Required work = I would like every line of the records below that contains the word "sans" copied.

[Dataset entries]
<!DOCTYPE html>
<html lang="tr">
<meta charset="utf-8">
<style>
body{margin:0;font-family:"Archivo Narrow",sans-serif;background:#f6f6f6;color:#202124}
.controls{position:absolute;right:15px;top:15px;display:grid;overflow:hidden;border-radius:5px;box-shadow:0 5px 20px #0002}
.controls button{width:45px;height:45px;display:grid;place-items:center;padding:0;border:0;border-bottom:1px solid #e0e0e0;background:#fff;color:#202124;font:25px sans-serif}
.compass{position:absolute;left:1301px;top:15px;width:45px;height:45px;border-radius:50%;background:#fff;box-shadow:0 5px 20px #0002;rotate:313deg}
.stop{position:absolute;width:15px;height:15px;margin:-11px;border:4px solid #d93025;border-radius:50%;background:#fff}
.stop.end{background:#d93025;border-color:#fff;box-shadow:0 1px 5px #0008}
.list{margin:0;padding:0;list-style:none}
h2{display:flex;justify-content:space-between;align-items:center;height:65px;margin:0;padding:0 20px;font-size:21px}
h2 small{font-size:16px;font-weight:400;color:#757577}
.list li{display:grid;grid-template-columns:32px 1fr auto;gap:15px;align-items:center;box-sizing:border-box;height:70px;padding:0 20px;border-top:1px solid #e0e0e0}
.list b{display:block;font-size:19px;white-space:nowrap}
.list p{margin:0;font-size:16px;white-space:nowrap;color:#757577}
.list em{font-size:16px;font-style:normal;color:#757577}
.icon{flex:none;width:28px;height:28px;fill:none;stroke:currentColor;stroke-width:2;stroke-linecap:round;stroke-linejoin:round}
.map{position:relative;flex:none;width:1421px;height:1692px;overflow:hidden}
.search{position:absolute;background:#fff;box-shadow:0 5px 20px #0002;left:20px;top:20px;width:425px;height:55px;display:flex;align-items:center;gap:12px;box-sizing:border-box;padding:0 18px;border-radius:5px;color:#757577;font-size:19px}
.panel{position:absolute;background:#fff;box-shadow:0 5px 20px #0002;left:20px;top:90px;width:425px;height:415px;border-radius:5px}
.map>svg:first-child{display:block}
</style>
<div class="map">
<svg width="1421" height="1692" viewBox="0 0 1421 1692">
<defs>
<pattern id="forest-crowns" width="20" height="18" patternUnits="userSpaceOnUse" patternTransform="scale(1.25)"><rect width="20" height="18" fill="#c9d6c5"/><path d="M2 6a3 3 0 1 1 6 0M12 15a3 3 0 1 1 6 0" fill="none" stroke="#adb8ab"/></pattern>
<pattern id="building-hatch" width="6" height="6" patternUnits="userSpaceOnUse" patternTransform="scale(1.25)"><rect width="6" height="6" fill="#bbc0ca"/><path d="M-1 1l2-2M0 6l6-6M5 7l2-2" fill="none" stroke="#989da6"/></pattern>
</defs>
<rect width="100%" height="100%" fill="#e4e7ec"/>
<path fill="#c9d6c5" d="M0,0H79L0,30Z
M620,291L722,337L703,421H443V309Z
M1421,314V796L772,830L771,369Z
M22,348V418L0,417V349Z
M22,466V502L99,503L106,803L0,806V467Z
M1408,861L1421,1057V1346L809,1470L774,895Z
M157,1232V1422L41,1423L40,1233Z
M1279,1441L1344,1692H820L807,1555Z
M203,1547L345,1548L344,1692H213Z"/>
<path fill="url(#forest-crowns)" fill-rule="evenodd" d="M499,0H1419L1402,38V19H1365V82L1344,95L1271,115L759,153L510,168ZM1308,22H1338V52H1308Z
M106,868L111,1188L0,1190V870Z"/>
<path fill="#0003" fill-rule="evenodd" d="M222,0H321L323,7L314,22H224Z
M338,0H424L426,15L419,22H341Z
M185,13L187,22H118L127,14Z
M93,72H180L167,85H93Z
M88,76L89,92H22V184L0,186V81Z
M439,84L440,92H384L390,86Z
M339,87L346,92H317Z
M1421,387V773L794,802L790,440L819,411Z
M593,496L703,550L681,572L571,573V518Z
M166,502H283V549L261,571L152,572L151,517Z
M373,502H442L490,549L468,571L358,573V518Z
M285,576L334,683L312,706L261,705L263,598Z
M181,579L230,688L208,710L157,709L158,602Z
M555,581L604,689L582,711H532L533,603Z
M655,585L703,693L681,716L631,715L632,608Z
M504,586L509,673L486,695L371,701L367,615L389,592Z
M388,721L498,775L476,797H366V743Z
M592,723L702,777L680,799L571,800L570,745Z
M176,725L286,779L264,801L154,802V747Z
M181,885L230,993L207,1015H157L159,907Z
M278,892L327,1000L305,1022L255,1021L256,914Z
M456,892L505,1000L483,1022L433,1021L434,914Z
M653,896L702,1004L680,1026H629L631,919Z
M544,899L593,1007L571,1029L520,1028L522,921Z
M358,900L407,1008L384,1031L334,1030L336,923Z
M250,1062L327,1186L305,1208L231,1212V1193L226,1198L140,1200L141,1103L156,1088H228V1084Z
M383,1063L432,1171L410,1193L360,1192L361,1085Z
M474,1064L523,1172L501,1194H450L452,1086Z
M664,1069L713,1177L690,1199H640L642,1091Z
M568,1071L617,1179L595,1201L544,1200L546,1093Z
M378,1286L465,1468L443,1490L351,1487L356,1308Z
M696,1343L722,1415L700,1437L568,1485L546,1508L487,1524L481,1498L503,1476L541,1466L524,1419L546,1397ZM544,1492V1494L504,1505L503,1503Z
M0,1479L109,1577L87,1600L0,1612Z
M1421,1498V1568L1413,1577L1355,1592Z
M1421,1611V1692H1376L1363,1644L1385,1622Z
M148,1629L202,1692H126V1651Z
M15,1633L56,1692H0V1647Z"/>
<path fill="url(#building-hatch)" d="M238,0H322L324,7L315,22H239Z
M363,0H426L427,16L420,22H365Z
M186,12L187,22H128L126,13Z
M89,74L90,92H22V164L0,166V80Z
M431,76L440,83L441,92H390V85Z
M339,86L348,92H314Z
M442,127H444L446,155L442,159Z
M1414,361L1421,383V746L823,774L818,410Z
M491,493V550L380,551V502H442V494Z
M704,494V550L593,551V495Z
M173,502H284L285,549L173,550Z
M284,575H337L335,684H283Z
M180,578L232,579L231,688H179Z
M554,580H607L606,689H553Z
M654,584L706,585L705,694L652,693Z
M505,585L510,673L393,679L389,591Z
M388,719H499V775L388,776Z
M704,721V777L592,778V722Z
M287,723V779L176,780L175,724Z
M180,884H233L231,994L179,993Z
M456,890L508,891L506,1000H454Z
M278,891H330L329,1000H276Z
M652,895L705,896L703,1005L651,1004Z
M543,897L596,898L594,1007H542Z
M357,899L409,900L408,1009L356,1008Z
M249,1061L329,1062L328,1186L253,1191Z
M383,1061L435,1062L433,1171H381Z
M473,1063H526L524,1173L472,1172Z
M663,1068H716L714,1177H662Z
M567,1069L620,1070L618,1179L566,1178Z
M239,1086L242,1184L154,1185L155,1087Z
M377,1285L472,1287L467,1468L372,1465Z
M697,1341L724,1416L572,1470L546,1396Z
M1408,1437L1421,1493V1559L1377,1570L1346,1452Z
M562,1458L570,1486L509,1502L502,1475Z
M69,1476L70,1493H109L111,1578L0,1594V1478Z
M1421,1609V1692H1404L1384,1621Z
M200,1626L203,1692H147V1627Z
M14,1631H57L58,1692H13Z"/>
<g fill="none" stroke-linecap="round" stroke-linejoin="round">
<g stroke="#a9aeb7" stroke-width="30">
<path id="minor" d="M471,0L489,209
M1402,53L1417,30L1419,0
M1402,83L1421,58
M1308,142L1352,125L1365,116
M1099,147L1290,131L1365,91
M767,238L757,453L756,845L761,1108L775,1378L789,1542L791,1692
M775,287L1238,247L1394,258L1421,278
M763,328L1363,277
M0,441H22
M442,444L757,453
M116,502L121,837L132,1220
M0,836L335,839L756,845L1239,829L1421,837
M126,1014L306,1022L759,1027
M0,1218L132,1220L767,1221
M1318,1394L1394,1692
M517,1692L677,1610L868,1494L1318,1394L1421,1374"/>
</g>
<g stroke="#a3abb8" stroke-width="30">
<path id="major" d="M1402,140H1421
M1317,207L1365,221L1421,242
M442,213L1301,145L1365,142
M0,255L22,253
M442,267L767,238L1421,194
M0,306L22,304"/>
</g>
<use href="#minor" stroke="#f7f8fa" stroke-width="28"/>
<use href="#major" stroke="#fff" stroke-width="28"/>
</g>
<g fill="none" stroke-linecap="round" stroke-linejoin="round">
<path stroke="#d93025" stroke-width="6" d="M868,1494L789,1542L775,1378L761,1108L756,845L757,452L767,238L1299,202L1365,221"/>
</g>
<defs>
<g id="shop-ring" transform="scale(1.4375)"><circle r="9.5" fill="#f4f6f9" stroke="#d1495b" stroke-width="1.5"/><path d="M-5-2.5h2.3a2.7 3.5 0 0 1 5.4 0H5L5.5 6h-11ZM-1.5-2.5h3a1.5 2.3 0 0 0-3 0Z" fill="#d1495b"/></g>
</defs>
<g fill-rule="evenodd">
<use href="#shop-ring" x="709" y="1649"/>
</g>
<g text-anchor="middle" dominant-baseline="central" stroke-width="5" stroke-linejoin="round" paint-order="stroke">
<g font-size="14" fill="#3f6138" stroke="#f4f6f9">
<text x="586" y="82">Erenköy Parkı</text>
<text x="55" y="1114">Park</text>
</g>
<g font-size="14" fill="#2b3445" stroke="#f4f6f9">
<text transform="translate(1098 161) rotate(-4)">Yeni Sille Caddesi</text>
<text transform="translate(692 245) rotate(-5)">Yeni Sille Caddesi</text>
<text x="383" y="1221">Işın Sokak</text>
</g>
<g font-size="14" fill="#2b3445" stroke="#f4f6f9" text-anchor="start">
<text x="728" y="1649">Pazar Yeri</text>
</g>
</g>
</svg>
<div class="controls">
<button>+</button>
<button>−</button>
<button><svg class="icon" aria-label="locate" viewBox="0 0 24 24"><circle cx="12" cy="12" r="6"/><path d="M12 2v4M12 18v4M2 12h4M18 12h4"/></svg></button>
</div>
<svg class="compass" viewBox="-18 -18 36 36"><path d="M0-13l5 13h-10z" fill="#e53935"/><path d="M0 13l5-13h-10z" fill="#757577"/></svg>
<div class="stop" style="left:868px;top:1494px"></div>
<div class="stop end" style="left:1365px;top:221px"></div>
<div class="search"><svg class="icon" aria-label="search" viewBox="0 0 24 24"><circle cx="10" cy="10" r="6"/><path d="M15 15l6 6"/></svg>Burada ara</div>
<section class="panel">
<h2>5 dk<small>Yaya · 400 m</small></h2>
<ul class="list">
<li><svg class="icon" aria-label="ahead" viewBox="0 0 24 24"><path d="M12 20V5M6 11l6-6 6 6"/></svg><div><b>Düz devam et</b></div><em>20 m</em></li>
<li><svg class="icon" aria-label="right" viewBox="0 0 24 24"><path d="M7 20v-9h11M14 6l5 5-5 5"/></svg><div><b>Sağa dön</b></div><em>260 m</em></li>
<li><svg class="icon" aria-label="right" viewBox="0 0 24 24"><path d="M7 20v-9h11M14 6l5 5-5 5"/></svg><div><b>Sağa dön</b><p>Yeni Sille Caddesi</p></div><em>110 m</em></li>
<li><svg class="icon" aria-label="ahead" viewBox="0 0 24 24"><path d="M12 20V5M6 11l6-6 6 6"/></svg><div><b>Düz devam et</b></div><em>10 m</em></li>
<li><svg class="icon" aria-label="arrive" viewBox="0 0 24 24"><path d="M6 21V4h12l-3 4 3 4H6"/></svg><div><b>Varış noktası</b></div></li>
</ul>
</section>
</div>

Finished exercise =
body{margin:0;font-family:"Archivo Narrow",sans-serif;background:#f6f6f6;color:#202124}
.controls button{width:45px;height:45px;display:grid;place-items:center;padding:0;border:0;border-bottom:1px solid #e0e0e0;background:#fff;color:#202124;font:25px sans-serif}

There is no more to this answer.